Rumination Reflection Questionnaire (RRQ)

Focused attention was assessed with the Korean version of the RRQ.43) Rumination is defined as fixation on negative thoughts, whereas reflection is defined as introspection that promotes self-growth. The RRQ can measure both traits (RRQT) and states (RRQS). The Rumination and Reflection Questionnaires, each consists of 12 items that are measured on a 5-point Likert scale. In the present study, both trait and state rumination and reflection were assessed. Rumination (α = 0.82), reflection (α = 0.81) and the entire questionnaire (α = 0.86) all exhibited high internal consistencies.

Beck Depression Inventory (BDI) II

Depression was assessed with the Korean version of the Beck Depression Inventory (i.e., BDI-II). The BDI-II is consisted of 21 items that are rated on a 4-point scale. The Korean version of the BDI-II has shown a high internal consistency (α = 0.85) and test-retest reliability (r = 0.75).44) Cronbach’s alpha for the current sample was 0.95.

Beck Anxiety Inventory (BAI)

Anxiety was measured with the Korean version of the BAI, a self-reported questionnaire composed of 21 items. Its internal consistency and test-retest reliability were 0.93, and 0.84, respectively.45) Cronbach’s alpha for the current sample was 0.94.

Suicidal Behavior Questionnaire-Revised (SBQ-R)
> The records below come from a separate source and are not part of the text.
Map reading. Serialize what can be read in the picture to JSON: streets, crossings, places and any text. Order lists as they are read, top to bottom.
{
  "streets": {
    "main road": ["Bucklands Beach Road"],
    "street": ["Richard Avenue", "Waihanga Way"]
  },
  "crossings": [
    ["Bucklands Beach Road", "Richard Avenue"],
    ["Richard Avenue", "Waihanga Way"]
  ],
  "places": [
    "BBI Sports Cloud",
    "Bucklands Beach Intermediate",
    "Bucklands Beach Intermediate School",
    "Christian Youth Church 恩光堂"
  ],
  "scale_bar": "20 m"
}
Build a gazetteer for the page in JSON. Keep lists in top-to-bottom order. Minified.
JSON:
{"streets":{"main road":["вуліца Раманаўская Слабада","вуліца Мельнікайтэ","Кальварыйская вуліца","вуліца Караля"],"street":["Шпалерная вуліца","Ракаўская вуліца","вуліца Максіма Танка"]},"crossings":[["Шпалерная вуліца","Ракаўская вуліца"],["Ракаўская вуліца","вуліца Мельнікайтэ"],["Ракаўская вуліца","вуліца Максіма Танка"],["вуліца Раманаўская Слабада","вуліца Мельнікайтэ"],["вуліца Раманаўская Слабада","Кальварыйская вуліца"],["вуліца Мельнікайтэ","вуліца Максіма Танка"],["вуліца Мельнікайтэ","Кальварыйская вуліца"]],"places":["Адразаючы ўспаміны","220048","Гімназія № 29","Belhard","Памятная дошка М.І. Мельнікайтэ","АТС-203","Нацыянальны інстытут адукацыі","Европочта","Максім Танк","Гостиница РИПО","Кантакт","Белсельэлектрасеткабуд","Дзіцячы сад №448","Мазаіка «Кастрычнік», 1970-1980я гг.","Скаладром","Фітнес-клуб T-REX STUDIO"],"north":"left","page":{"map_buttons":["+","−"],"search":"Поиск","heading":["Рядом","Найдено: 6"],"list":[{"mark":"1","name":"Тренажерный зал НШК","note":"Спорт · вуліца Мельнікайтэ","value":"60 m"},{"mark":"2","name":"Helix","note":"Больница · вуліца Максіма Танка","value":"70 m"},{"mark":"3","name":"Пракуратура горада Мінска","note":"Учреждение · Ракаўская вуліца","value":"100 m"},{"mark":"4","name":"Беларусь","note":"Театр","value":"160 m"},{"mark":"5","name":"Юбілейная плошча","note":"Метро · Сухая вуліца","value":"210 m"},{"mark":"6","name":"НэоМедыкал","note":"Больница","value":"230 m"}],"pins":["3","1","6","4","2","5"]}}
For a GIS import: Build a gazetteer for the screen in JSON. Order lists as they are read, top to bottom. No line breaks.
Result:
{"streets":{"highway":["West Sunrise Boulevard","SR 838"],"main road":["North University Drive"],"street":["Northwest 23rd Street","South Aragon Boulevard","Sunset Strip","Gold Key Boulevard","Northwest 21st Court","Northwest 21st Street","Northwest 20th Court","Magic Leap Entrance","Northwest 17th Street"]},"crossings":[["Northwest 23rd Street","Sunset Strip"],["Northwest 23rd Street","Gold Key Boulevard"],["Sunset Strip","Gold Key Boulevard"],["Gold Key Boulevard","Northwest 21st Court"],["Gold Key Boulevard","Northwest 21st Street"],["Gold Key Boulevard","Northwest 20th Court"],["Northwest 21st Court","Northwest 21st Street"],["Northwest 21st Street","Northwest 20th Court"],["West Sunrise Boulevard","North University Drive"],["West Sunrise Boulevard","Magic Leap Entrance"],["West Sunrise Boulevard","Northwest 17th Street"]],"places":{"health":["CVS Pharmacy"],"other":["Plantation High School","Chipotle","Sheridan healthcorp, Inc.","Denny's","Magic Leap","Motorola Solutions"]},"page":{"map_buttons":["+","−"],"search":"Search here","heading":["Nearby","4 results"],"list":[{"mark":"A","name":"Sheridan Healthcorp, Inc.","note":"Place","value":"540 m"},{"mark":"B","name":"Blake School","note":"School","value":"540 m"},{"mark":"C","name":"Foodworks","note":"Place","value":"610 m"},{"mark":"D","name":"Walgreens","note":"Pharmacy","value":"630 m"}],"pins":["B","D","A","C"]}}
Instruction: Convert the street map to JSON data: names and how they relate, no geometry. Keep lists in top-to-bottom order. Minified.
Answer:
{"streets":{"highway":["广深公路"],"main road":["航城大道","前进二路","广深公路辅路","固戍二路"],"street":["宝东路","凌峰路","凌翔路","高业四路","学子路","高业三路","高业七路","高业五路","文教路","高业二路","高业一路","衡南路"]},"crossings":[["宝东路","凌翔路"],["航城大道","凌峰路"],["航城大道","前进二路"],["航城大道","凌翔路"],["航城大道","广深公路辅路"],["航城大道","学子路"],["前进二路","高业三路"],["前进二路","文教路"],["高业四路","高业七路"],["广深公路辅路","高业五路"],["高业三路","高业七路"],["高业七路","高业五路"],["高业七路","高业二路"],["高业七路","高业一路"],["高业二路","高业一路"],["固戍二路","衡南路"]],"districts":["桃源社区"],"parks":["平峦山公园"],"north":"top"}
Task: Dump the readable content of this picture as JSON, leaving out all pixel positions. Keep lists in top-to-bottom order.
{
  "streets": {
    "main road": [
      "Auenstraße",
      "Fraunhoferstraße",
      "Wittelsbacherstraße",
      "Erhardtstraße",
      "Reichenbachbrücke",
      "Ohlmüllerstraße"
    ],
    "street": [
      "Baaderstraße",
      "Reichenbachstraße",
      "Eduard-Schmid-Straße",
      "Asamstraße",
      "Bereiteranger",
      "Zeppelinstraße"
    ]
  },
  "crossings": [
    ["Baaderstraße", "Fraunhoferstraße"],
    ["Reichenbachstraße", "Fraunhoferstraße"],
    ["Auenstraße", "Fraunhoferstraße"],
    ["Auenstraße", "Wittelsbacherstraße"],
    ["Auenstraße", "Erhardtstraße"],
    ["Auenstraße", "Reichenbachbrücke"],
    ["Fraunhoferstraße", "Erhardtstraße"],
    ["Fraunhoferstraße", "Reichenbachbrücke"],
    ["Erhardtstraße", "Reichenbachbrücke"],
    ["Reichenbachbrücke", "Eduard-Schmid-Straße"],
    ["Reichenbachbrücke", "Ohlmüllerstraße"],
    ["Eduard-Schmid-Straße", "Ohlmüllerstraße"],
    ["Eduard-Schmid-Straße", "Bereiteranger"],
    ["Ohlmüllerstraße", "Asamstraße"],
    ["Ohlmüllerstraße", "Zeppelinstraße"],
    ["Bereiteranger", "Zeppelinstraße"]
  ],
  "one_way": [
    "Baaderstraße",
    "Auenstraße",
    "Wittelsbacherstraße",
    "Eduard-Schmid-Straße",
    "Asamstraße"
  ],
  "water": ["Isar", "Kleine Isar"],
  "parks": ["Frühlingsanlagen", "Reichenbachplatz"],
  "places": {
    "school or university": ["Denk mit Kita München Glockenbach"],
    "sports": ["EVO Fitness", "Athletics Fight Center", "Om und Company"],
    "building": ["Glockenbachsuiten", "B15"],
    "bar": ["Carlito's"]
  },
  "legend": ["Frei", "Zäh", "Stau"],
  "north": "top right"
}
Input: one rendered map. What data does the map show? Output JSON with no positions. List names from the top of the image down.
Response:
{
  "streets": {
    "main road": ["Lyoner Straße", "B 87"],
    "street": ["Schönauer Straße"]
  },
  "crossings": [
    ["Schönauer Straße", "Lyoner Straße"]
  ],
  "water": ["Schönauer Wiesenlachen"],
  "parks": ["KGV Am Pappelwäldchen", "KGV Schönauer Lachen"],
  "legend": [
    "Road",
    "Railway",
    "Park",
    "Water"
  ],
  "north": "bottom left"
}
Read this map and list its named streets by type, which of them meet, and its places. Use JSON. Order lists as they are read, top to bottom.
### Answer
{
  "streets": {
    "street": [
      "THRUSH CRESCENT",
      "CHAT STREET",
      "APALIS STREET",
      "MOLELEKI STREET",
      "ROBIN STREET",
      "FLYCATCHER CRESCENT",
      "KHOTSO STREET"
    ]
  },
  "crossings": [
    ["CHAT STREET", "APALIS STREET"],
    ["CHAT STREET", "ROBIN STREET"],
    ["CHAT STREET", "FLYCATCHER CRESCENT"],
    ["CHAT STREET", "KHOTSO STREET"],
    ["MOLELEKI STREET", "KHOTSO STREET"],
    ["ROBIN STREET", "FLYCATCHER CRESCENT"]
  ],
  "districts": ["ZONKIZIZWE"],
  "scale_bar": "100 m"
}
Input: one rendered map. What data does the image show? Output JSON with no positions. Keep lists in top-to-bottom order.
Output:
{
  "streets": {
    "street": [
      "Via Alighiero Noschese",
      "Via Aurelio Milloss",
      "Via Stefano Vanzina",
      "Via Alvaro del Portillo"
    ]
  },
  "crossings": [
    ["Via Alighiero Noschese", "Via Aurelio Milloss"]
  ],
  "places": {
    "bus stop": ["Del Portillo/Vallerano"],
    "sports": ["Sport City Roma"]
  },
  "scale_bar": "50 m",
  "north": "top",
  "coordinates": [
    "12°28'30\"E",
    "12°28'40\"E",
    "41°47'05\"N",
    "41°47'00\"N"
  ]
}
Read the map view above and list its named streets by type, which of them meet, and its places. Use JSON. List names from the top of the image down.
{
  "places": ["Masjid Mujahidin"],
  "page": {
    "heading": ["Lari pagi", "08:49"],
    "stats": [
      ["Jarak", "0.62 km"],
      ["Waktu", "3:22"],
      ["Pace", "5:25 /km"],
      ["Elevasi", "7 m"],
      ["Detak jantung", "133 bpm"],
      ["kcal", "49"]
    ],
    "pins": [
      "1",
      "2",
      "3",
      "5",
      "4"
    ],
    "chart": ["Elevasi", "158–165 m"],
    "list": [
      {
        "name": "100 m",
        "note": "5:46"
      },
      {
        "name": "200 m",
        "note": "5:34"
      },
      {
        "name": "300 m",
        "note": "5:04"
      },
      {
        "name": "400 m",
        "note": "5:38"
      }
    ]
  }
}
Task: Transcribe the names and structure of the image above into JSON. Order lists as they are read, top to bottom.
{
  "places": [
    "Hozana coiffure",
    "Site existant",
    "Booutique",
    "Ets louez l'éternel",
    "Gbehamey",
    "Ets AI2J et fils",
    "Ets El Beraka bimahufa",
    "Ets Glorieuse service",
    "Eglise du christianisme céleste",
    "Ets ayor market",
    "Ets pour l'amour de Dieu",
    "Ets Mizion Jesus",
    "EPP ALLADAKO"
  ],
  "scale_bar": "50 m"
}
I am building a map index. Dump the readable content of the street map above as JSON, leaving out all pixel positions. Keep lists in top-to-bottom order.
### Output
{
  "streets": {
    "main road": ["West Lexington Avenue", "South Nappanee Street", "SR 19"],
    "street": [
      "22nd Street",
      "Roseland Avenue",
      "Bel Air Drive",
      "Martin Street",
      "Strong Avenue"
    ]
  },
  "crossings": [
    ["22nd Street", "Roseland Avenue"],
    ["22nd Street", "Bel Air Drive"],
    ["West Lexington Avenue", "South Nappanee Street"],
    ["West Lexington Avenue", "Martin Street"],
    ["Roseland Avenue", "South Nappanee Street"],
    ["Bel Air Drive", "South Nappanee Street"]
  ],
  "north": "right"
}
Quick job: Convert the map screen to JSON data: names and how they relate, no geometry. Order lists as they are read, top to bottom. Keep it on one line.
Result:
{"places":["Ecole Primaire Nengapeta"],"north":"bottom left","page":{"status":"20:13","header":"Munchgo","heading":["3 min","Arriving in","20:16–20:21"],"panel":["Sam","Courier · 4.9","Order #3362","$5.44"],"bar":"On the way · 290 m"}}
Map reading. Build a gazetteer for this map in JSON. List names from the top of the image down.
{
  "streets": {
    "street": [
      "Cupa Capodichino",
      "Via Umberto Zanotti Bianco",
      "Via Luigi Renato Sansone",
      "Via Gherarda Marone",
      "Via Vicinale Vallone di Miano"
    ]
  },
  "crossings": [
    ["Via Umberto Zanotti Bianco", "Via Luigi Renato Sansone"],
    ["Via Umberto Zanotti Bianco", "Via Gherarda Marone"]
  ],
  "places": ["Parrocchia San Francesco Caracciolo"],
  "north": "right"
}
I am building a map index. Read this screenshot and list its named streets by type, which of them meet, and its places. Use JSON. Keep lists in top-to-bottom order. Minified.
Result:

Suicidal behavior was measured through the Korean translation of the SBQ-R.46) The SBQ-R is composed of 4 items that measure different dimensions of suicidality; 1) lifetime suicide ideation and suicide attempt, 2) the frequency of suicidal ideation over the past 12 months, 3) the threat of suicidal behavior, and 4) the likelihood of suicidal behavior by self-report.47) The SBQ-R, which has exhibited excellent reliability,48) was positively correlated with the Korean version of the Beck Scale for Suicide Ideation (r = 0.62).49) The total scores of the SBQ-R range from 3 to 18. The Cronbach’s alpha for the Korean version of the SBQ-R in the original study was 0.93, and 0.85 for the current sample.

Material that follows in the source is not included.